Goal
If >70% of hypotheses for a gap share the same mechanism, trigger exploration of alternatives during next debate cycle. This prevents the system from getting stuck exploring only one mechanistic hypothesis family for a given research gap.
Acceptance Criteria
☑ Function check_mechanism_diversity(db, gap_id) returns (is_monoculture, dominant_mechanism, total_hypotheses, mechanism_distribution)
☑ run_debate in agent.py checks mechanism diversity before generating hypotheses
☑ When monoculture detected (>70% same mechanism), Theorist prompt includes directive to explore alternative mechanisms
☑ diversity_score on knowledge_gaps table is updated after each debate
☐ Unit test verifies the anti-monoculture logic (deferred — would require DB fixture)
Approach
In agent.py, add check_mechanism_diversity(gap_id) method that:
- Queries hypotheses for the gap via analyses join
- Uses
COALESCE(mechanism_category, target_pathway, 'unknown') as mechanism identifier
- Computes percentage distribution
- Returns (is_monoculture, dominant_mechanism, total, distribution_dict)
In run_debate (before Theorist round), call the check and if monoculture:
- Inject into theorist prompt: "IMPORTANT: Previous hypotheses for this gap are predominantly about [{dominant_mechanism}]. Actively explore alternative mechanisms distinct from this dominant one."
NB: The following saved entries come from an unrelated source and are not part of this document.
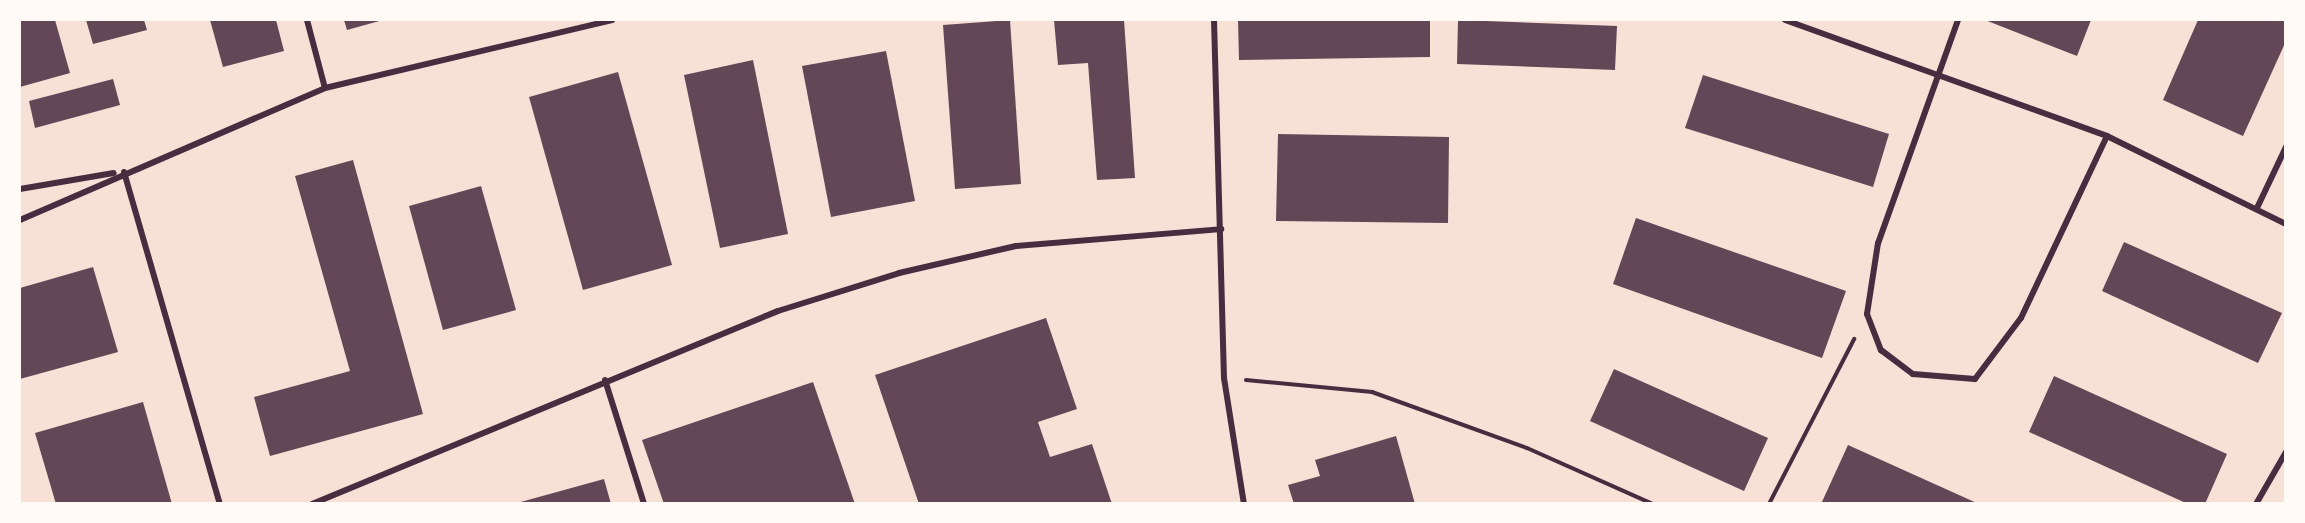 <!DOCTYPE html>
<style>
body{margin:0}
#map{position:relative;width:2305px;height:523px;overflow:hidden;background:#f7e1d7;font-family:"Source Serif 4",serif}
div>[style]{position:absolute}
.building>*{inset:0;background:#644757}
.path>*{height:4px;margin:-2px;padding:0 2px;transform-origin:2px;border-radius:2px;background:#4a2c40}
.minor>*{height:6px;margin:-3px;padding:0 3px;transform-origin:3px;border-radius:3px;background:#4a2c40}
span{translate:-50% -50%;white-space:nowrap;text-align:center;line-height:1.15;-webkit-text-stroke:6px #fffaf5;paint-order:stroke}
.frame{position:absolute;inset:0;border:21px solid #fffaf5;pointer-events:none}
</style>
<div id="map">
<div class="building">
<div style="clip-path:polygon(20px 20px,55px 20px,70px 73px,20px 87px)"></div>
<div style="clip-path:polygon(86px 20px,144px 20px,147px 30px,93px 44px)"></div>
<div style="clip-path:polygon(210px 20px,276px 20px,284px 51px,223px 67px)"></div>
<div style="clip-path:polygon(344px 20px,383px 20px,347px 30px)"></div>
<div style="clip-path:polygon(1010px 20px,1021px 184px,955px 189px,943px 25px)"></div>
<div style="clip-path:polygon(1054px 20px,1124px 20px,1135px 178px,1097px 180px,1088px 63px,1058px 65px)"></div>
<div style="clip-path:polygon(1238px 20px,1430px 20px,1430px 57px,1239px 60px)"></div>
<div style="clip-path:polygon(1458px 20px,1617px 26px,1615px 70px,1457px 64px)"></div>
<div style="clip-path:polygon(1985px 20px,2091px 20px,2077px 56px)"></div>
<div style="clip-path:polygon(2198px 20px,2286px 20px,2286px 41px,2243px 136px,2163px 100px)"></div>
<div style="clip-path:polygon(886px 51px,915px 201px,831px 217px,802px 66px)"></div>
<div style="clip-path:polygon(753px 60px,788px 234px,720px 248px,684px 75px)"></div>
<div style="clip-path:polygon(618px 72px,672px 265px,583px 290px,529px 97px)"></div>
<div style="clip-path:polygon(1703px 75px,1889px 134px,1873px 187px,1685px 128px)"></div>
<div style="clip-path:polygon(113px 79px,120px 105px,35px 128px,29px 101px)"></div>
<div style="clip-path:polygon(1278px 134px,1449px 137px,1448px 223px,1276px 221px)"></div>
<div style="clip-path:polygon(353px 160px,423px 414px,270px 456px,254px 397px,350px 371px,295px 176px)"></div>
<div style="clip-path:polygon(481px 186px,516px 310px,443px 330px,409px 206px)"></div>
<div style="clip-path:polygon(1636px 218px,1846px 291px,1822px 358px,1613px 284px)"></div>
<div style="clip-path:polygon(2124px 242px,2282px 313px,2258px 363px,2102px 291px)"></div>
<div style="clip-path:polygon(93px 267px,118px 352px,20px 379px,20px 288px)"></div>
<div style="clip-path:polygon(1046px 318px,1077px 409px,1038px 422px,1050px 457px,1092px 444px,1112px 504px,919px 504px,875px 375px)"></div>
<div style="clip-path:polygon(1614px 369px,1768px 438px,1744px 491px,1590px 421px)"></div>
<div style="clip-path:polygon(2054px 376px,2227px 454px,2205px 504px,2188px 504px,2029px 432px)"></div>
<div style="clip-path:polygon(813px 382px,855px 504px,664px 504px,642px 440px)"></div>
<div style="clip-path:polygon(143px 402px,172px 504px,56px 504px,35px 433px)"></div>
<div style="clip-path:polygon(1396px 436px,1415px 504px,1294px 504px,1288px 485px,1320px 476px,1315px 460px)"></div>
<div style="clip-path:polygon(1848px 445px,1979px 504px,1821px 504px)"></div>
<div style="clip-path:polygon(604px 479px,611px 504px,517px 504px,517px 503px)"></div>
</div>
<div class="path">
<div style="left:1246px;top:380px;width:127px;rotate:5.4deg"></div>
<div style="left:1372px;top:392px;width:165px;rotate:19.9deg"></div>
<div style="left:1527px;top:448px;width:138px;rotate:24deg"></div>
<div style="left:1769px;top:504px;width:186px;rotate:-62.7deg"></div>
</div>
<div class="minor">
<div style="left:307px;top:20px;width:70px;rotate:75.2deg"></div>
<div style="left:1214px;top:20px;width:358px;rotate:88.4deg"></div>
<div style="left:1224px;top:378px;width:128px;rotate:81deg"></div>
<div style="left:1785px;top:20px;width:342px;rotate:19.8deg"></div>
<div style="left:2107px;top:136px;width:199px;rotate:26.2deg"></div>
<div style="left:1958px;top:20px;width:237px;rotate:109.7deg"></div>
<div style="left:1878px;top:243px;width:72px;rotate:98.8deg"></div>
<div style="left:1867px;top:314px;width:39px;rotate:69deg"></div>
<div style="left:1881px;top:350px;width:40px;rotate:37deg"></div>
<div style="left:1913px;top:374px;width:62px;rotate:4.6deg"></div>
<div style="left:1975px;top:379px;width:76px;rotate:-53deg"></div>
<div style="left:2021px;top:318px;width:201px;rotate:-64.7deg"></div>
<div style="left:124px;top:172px;width:346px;rotate:73.9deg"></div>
<div style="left:20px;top:189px;width:95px;rotate:-9.7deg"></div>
<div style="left:2257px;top:208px;width:68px;rotate:-64.6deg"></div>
<div style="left:20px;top:220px;width:332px;rotate:-23.4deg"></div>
<div style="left:325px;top:88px;width:295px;rotate:-13.3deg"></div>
<div style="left:605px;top:380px;width:130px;rotate:72.5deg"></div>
<div style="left:312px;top:504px;width:504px;rotate:-22.5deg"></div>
<div style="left:778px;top:311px;width:127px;rotate:-17.4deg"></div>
<div style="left:899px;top:273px;width:120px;rotate:-13deg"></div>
<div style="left:1016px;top:246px;width:206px;rotate:-4.7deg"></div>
<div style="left:2256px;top:504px;width:60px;rotate:-60deg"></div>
</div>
<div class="frame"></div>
</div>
In post_process.py, after hypothesis extraction, update diversity_score on the knowledge_gap:
- Set to fraction of hypotheses covering non-dominant mechanisms (0=novelty, 1=diverse)
Implementation Details
Agent.py changes
def check_mechanism_diversity(self, gap_id: str) -> tuple:
"""Check if hypotheses for a gap are dominated by a single mechanism.
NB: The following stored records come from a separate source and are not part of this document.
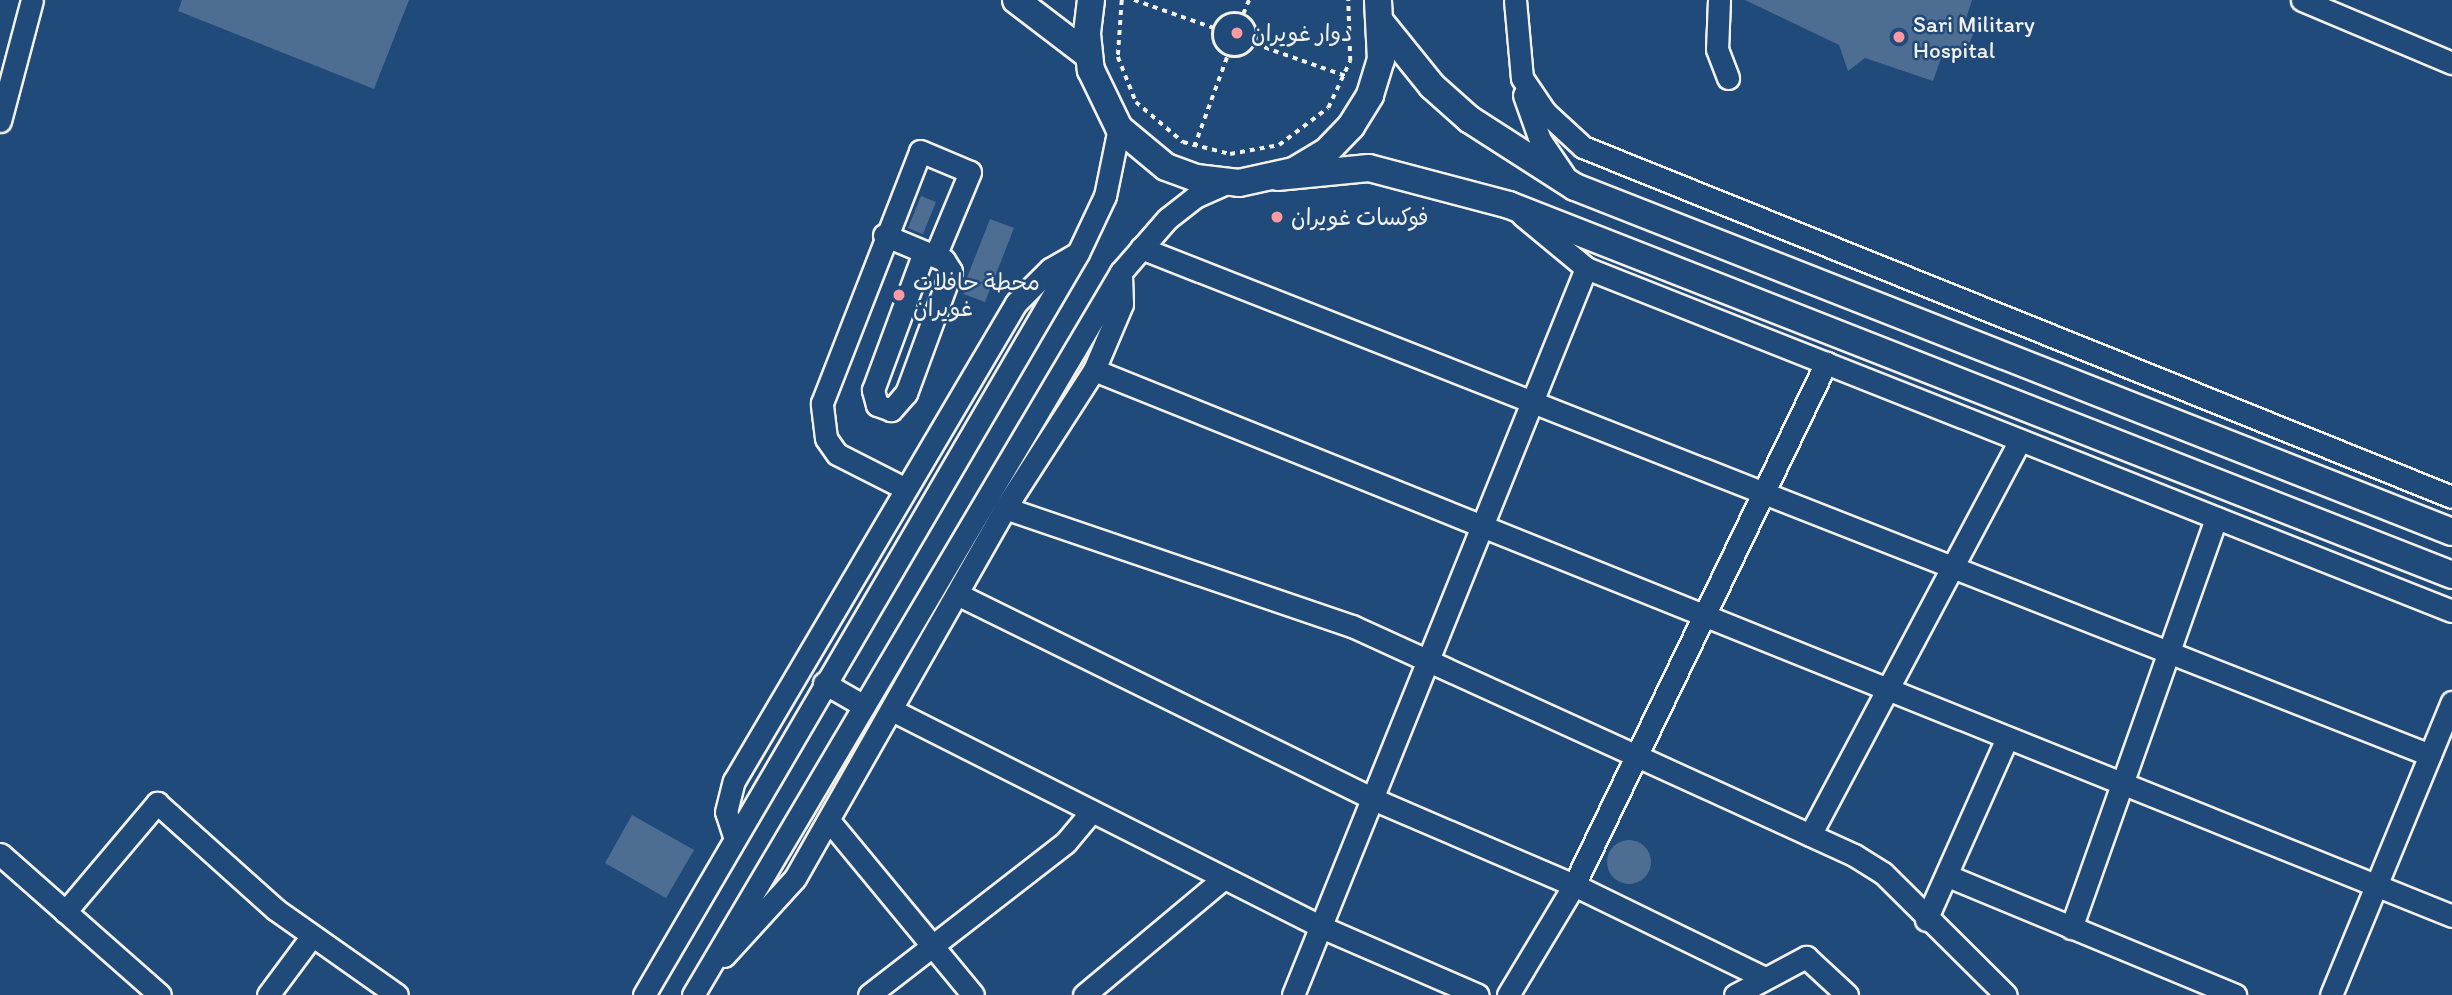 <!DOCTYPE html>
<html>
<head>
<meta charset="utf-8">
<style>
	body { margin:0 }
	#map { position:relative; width:2452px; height:995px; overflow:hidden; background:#1f4a7a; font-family:Itim,"Playpen Sans Arabic",sans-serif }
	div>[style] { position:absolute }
	.building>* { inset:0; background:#4d6e92 }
	.round { border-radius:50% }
	.path>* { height:3.5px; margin-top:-1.75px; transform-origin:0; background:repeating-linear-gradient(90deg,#f4f1e8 0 5px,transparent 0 10px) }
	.path>.ring { margin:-1.75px; padding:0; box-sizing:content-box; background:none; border:3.5px solid #f4f1e8; border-radius:50% }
	.roads { filter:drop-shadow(2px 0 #f4f1e8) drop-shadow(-2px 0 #f4f1e8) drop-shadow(0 2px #f4f1e8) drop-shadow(0 -2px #f4f1e8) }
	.minor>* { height:21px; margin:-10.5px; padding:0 10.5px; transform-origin:10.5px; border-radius:10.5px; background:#1f4a7a }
	.major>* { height:26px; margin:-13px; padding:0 13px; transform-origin:13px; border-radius:13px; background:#1f4a7a }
	.dots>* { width:19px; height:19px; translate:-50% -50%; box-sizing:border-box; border:4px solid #1f4a7a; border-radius:50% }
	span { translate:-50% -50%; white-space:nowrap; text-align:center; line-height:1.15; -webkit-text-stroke:5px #1f4a7a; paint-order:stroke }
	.poi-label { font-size:23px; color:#f4f1e8 }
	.left { translate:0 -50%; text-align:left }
</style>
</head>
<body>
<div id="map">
	<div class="building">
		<div style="clip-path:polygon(182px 0,409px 0,374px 89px,178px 11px)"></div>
		<div style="clip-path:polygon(1745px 0,1972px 0,1964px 25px,1975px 30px,1965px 53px,1945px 47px,1933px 81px,1865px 58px,1848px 71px,1839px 45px)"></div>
		<div style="clip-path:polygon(921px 196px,936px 202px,923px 234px,908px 228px)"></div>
		<div style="clip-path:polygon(990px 219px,1014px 228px,985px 302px,961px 293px)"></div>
		<div style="clip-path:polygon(632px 815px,694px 850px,666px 898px,605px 863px)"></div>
		<div class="round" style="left:1607px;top:840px;width:44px;height:44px"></div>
	</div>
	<div class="path">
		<div style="left:1122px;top:0;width:57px;rotate:94deg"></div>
		<div style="left:1118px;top:57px;width:48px;rotate:68.2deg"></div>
		<div style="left:1136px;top:102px;width:62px;rotate:40.4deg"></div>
		<div style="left:1183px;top:142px;width:49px;rotate:14.3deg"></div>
		<div style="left:1230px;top:154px;width:50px;rotate:-10.4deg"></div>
		<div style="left:1279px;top:145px;width:61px;rotate:-37.1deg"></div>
		<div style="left:1328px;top:108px;width:52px;rotate:-64.9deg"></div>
		<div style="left:1350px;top:61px;width:61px;rotate:-91.9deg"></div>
		<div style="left:1134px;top:0;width:85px;rotate:19.3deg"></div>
		<div class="ring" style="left:1213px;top:13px;width:40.5px;height:40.5px"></div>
		<div style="left:1243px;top:14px;width:15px;rotate:-67deg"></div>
		<div style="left:1255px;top:44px;width:96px;rotate:19.4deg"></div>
		<div style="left:1194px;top:147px;width:96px;rotate:-69.9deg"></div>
	</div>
	<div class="roads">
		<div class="minor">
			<div style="left:1515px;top:0;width:78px;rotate:84.9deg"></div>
			<div style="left:1522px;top:78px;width:41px;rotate:55.9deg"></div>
			<div style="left:1545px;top:112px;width:52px;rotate:42.6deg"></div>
			<div style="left:1583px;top:147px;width:937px;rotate:21.94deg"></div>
			<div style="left:1719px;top:0;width:49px;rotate:92.3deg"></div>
			<div style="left:1717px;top:49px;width:31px;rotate:69deg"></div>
			<div style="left:2302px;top:0;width:163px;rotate:22.8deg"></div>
			<div style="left:1524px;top:95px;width:48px;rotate:70.4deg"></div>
			<div style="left:1540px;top:140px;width:42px;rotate:55.6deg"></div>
			<div style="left:0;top:121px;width:125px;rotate:-75.2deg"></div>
			<div style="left:1522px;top:215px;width:83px;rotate:39.6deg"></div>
			<div style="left:1586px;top:268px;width:931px;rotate:21.61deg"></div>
			<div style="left:884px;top:235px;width:65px;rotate:22.6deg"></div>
			<div style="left:944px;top:260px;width:13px;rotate:58deg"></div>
			<div style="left:951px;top:271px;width:130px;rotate:110.2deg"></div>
			<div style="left:906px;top:393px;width:23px;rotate:131deg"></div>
			<div style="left:891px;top:410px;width:15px;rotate:-160deg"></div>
			<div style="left:877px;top:405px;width:16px;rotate:-105deg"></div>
			<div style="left:873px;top:390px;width:147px;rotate:-69.7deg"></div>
			<div style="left:1141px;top:248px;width:1385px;rotate:21.47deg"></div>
			<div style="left:1094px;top:370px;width:1464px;rotate:21.9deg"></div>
			<div style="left:906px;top:489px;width:77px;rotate:-153.1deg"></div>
			<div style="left:837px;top:454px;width:19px;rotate:-125deg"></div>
			<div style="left:826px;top:438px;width:35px;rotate:-97deg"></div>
			<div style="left:822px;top:403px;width:270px;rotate:-68.7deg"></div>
			<div style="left:920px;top:151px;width:54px;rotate:22.8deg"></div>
			<div style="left:970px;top:172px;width:91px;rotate:112.6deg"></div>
			<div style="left:1005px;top:508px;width:367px;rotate:18.8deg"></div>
			<div style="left:1352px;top:626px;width:552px;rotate:24.52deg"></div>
			<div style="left:1854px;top:855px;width:34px;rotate:32deg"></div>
			<div style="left:1883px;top:873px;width:173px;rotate:44.8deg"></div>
			<div style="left:957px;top:594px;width:464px;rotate:26.2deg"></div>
			<div style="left:1373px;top:799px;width:219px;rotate:23.2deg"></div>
			<div style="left:1574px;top:885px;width:212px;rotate:26deg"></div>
			<div style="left:824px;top:683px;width:46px;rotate:29.9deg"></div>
			<div style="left:892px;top:710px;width:479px;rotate:26.8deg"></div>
			<div style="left:1319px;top:926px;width:173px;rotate:23.5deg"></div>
			<div style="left:830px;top:822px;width:224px;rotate:50.4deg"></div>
			<div style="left:1810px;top:835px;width:447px;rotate:-62deg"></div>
			<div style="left:734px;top:836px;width:25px;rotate:-108deg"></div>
			<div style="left:726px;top:812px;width:32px;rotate:-76deg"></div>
			<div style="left:734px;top:781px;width:555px;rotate:-59.46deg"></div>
			<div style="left:1016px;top:303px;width:48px;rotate:-45deg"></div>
			<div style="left:1050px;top:269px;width:30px;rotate:-30deg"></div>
			<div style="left:0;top:854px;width:213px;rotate:41.4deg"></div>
			<div style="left:1948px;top:876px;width:311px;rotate:22.5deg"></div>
			<div style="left:65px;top:912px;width:143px;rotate:-49.8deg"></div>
			<div style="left:157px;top:803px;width:159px;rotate:41.9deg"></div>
			<div style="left:275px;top:909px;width:149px;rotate:35.2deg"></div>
			<div style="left:1926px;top:920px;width:199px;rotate:-66deg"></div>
			<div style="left:2071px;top:928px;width:435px;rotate:-70.5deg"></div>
			<div style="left:724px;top:956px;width:105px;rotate:-47.7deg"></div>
			<div style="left:795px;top:878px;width:425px;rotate:-60.4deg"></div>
			<div style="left:1005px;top:508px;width:164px;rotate:-57.2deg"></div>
			<div style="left:1094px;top:370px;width:72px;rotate:-67deg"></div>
			<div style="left:1122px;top:304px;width:32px;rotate:-92deg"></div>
			<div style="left:268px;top:995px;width:72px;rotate:-53.4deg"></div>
			<div style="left:644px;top:995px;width:860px;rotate:-59.68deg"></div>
			<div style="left:1078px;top:253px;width:63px;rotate:-64.7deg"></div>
			<div style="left:1105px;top:196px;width:69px;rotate:-78.4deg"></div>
			<div style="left:693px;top:995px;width:840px;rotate:-59.38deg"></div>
			<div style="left:1121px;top:272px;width:70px;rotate:-49deg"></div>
			<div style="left:1167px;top:219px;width:36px;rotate:-38deg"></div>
			<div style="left:1195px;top:197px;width:34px;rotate:-24deg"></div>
			<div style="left:869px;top:995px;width:249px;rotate:-37.8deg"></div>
			<div style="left:1066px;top:842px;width:40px;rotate:-50deg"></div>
			<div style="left:1084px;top:995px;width:182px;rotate:-39.9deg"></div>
			<div style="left:1293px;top:995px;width:784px;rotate:-68.05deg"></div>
			<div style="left:1508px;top:995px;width:128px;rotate:-59deg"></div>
			<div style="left:1574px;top:885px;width:580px;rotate:-64.23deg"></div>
			<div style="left:1735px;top:995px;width:81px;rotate:-28.2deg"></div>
			<div style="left:1806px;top:957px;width:56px;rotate:42.8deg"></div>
			<div style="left:2331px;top:995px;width:317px;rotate:-67.6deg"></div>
		</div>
		<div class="major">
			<div style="left:1016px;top:0;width:91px;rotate:37.4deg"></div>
			<div style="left:1091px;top:0;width:34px;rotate:97deg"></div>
			<div style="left:1087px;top:34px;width:36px;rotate:84deg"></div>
			<div style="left:1091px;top:70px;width:64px;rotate:64.2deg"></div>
			<div style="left:1119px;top:128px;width:61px;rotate:39.7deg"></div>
			<div style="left:1166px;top:167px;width:32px;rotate:20deg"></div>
			<div style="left:1196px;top:178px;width:43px;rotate:6.6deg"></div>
			<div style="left:1239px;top:183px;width:56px;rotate:-12.3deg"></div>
			<div style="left:1294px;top:171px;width:37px;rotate:-31deg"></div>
			<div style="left:1326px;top:152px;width:36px;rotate:-46deg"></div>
			<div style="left:1351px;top:126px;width:36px;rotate:-58deg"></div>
			<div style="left:1370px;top:95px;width:37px;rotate:-73deg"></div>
			<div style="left:1381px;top:60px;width:60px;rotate:-92.9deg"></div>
			<div style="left:1382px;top:24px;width:80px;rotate:51.1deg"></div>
			<div style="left:1432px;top:86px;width:50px;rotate:41.7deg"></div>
			<div style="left:1469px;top:119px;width:126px;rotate:32.7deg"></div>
			<div style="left:1575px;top:187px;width:942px;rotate:21.47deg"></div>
			<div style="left:1277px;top:177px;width:92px;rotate:-5.6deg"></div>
			<div style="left:1369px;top:168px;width:145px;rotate:14.8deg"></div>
			<div style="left:1509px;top:205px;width:1013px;rotate:21.42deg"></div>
		</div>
	</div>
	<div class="dots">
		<div style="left:1237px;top:33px;background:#ff9aa2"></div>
		<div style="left:1899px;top:37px;background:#ff9aa2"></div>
		<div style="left:1277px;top:217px;background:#ff9aa2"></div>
		<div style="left:899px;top:295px;background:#ff9aa2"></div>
	</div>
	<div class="poi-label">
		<span class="left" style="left:1913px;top:37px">Sari Military<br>Hospital</span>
		<span class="left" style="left:1251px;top:33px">دوار غويران</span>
		<span class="left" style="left:1291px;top:217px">فوكسات غويران</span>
		<span class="left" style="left:913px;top:295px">محطة حافلات<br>غويران</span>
	</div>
</div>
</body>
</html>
Returns: (is_monoculture: bool, dominant_mechanism: str,
total_hypotheses: int, distribution: dict)
"""
rows = self.db.execute("""
SELECT h.mechanism_category, h.target_pathway, COUNT(*) as cnt
FROM hypotheses h
JOIN analyses a ON h.analysis_id = a.id
WHERE a.gap_id = ?
GROUP BY COALESCE(h.mechanism_category, h.target_pathway, 'unknown')
""", (gap_id,)).fetchall()
if not rows:
return False, None, 0, {}
total = sum(r[2] for r in rows)
distribution = {r[0] or r[1] or 'unknown': r[2] for r in rows}
dominant = max(distribution, key=distribution.get)
dominant_pct = distribution[dominant] / total
return dominant_pct > 0.70, dominant, total, distribution
post_process.py changes
After hypotheses are inserted (around line 1425), compute and update diversity_score:
# Update gap diversity score
try:
gap_id = meta.get('gap_id')
if gap_id:
is_mono, dominant, total, dist = check_mechanism_diversity(db, gap_id)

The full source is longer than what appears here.